Three weeks + art + tiny house

First paludiculture artist’s residency launched

17/08/2020 Creating art for paludiculture in a tiny house built from climate-friendly paludiculture materials and located right beside the wet peatland - this triple combination is the idea of the paludiculture artist’s residences, which the Greifswald Mire Centre together with the BURG Giebichenstein University of Art in Halle are offering this year. Now the first fellow has moved into the mobile home currently located on a rare restored coastal flood peatland at the Greifswald Bodden coast: Graphic designer and BURG graduate Vreni Knödler will work in the tiny house for three weeks. The Greifswald Mire Centre is looking forward to see what an artist’s delving into the complex ecological issues of peatlands, climate protection and paludiculture will bring about. The results are intended to contribute to changing the social dialogue on peatlands and to raise more awareness on their significance for climate protection and their possible sustainable use in the current perception. The surrounding landscape as well as the building materials made from paludiculture provide plenty of inspiration. The mobile and energy-efficient tiny house features, among other things, plywood made from wet alder, wall insulation made from cattails and a roof made from reed.

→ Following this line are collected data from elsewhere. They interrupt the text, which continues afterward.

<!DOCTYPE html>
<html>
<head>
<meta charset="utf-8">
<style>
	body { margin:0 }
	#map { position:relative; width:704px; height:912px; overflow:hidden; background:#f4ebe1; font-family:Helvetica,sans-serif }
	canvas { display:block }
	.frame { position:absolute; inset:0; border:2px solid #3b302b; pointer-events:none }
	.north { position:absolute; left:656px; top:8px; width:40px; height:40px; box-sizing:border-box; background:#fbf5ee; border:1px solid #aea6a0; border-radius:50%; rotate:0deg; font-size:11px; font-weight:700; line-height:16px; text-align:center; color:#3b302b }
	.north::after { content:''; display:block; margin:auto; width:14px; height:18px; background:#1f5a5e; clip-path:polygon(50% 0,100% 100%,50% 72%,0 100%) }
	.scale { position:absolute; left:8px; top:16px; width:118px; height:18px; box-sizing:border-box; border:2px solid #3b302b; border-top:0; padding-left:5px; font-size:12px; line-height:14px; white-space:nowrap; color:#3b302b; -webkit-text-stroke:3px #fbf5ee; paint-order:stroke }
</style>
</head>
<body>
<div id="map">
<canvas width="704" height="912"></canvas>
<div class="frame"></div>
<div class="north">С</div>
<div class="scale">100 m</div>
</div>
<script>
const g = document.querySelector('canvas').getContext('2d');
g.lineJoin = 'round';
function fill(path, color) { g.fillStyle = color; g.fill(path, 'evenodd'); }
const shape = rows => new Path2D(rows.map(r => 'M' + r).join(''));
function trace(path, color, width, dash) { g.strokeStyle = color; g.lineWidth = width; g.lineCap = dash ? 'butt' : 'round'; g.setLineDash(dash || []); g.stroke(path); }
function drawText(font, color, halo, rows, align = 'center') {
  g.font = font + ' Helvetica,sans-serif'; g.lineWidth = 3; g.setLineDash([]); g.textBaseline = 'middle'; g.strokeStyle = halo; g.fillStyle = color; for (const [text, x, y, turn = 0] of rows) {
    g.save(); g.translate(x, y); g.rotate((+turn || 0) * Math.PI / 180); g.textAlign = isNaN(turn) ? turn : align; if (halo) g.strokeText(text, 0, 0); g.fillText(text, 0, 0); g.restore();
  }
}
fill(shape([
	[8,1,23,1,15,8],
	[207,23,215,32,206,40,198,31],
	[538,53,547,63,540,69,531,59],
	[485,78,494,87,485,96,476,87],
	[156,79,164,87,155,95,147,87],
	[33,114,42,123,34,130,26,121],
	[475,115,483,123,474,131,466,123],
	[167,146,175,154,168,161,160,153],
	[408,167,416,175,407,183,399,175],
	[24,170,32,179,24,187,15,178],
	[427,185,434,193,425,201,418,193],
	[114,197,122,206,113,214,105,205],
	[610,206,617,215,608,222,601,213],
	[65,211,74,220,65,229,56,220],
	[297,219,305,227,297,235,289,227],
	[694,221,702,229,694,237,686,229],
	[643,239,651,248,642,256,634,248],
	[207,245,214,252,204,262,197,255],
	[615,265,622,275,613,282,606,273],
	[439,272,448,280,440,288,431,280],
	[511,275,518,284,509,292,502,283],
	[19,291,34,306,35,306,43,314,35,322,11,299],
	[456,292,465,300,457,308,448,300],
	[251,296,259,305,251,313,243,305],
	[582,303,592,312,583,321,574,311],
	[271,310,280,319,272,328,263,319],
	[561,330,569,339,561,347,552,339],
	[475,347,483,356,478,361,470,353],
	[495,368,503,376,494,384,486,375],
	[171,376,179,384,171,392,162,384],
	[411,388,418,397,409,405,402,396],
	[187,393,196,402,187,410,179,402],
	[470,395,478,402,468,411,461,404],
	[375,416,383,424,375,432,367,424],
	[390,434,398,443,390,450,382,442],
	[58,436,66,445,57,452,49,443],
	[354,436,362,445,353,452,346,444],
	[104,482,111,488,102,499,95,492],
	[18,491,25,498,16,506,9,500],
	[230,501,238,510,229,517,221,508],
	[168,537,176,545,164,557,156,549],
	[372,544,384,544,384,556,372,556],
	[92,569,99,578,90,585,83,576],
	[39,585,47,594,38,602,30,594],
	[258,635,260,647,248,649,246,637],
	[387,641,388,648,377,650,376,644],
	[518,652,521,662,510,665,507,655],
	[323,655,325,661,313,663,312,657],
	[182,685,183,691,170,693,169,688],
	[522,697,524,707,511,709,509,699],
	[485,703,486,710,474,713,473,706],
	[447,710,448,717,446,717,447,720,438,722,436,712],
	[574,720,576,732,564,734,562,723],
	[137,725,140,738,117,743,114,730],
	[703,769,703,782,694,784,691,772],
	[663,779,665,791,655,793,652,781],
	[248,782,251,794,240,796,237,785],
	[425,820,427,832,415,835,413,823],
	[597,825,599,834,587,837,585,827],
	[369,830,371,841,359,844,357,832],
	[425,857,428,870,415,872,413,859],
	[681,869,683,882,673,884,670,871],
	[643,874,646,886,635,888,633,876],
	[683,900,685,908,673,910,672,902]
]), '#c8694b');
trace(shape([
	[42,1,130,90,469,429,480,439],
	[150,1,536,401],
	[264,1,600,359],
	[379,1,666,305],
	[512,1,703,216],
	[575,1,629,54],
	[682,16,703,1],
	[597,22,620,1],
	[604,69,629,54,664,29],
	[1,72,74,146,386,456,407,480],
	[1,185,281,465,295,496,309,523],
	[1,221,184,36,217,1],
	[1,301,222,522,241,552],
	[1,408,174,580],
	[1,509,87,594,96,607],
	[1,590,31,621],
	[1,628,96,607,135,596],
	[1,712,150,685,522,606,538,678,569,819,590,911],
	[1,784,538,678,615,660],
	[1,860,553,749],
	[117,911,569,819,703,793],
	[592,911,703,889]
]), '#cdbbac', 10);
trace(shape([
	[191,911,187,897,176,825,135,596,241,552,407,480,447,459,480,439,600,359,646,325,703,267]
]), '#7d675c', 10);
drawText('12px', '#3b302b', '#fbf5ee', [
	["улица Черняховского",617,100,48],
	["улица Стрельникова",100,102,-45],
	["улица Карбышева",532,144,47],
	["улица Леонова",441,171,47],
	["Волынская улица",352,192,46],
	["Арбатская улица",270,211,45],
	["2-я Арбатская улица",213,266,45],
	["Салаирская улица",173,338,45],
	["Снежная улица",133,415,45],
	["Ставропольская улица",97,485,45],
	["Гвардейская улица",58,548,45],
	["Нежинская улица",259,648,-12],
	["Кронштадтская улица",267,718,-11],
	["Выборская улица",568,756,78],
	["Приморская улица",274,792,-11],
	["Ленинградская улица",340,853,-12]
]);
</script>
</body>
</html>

Paludiculture in a twin pack

Cattail and reed to optimise peat moss growth

31/07/2020 To provide purified water for irrigating Sphagnum farming sites OPTIMOOS project now planted filter basins with a total size of 3,200 m² with cattail and reed. This is intended to promote Sphagnum as the target species , but at the same time all three paludiculture plants produce raw material for horticultural substrates. In the joint project OptiMOOS the four partners (Universities of Greifswald, Rostock and Oldenburg, Lehr- und Versuchsanstalt für Gartenbau Hannover-Ahlem) are researching the optimisation of Sphagnum farming with regard to water management, climate balance, biodiversity and product development. It is funded by the Ministry for Environment, Energy and Climate Protection of Lower Saxony and the European Regional Development Fund (ERDF). The OPTIMOOS-project was launched in 2019, but peat mosses have been successfully cultivated on 14 hectares at the peatland ‘Hankhauser Moor’ (near Oldenburg, Lower Saxony) since 2011.